**INPUT**.
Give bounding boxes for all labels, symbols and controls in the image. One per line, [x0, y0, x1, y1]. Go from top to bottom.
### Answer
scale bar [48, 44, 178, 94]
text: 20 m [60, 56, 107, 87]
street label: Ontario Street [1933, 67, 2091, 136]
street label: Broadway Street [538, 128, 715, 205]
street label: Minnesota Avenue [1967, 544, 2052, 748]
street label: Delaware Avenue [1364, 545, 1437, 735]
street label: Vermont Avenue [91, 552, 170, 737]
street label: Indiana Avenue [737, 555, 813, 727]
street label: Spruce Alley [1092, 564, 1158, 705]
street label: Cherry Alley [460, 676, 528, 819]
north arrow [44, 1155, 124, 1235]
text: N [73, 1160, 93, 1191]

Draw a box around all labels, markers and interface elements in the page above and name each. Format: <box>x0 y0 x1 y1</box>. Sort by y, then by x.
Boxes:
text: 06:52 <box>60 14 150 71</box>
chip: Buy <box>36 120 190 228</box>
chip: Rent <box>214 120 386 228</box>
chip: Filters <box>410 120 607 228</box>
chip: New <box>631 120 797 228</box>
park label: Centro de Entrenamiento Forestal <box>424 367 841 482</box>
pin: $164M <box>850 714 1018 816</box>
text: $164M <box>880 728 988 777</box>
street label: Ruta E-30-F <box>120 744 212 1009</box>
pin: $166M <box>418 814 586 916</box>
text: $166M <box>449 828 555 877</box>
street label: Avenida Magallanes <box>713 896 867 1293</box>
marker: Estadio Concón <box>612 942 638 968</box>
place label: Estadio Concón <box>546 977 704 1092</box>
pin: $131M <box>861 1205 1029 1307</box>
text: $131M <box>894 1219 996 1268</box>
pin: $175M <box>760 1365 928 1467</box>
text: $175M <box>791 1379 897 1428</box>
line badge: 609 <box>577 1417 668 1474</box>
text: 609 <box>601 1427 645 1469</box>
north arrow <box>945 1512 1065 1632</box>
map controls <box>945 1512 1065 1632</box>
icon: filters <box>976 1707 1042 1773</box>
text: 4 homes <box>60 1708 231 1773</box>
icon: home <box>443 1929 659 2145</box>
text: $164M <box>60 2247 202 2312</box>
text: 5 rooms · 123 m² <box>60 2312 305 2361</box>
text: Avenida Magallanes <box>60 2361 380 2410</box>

**WHAT NEEDS TO BE DONE**. This calls for repeating all of the records, character for character.

**RESPONSE**.
Give bounding boxes for all labels, symbols and controls in the image. One per line, [x0, y0, x1, y1]. Go from top to bottom.
### Answer
scale bar [48, 44, 178, 94]
text: 20 m [60, 56, 107, 87]
street label: Ontario Street [1933, 67, 2091, 136]
street label: Broadway Street [538, 128, 715, 205]
street label: Minnesota Avenue [1967, 544, 2052, 748]
street label: Delaware Avenue [1364, 545, 1437, 735]
street label: Vermont Avenue [91, 552, 170, 737]
street label: Indiana Avenue [737, 555, 813, 727]
street label: Spruce Alley [1092, 564, 1158, 705]
street label: Cherry Alley [460, 676, 528, 819]
north arrow [44, 1155, 124, 1235]
text: N [73, 1160, 93, 1191]

Draw a box around all labels, markers and interface elements in the page above and name each. Format: <box>x0 y0 x1 y1</box>. Sort by y, then by x.
Boxes:
text: 06:52 <box>60 14 150 71</box>
chip: Buy <box>36 120 190 228</box>
chip: Rent <box>214 120 386 228</box>
chip: Filters <box>410 120 607 228</box>
chip: New <box>631 120 797 228</box>
park label: Centro de Entrenamiento Forestal <box>424 367 841 482</box>
pin: $164M <box>850 714 1018 816</box>
text: $164M <box>880 728 988 777</box>
street label: Ruta E-30-F <box>120 744 212 1009</box>
pin: $166M <box>418 814 586 916</box>
text: $166M <box>449 828 555 877</box>
street label: Avenida Magallanes <box>713 896 867 1293</box>
marker: Estadio Concón <box>612 942 638 968</box>
place label: Estadio Concón <box>546 977 704 1092</box>
pin: $131M <box>861 1205 1029 1307</box>
text: $131M <box>894 1219 996 1268</box>
pin: $175M <box>760 1365 928 1467</box>
text: $175M <box>791 1379 897 1428</box>
line badge: 609 <box>577 1417 668 1474</box>
text: 609 <box>601 1427 645 1469</box>
north arrow <box>945 1512 1065 1632</box>
map controls <box>945 1512 1065 1632</box>
icon: filters <box>976 1707 1042 1773</box>
text: 4 homes <box>60 1708 231 1773</box>
icon: home <box>443 1929 659 2145</box>
text: $164M <box>60 2247 202 2312</box>
text: 5 rooms · 123 m² <box>60 2312 305 2361</box>
text: Avenida Magallanes <box>60 2361 380 2410</box>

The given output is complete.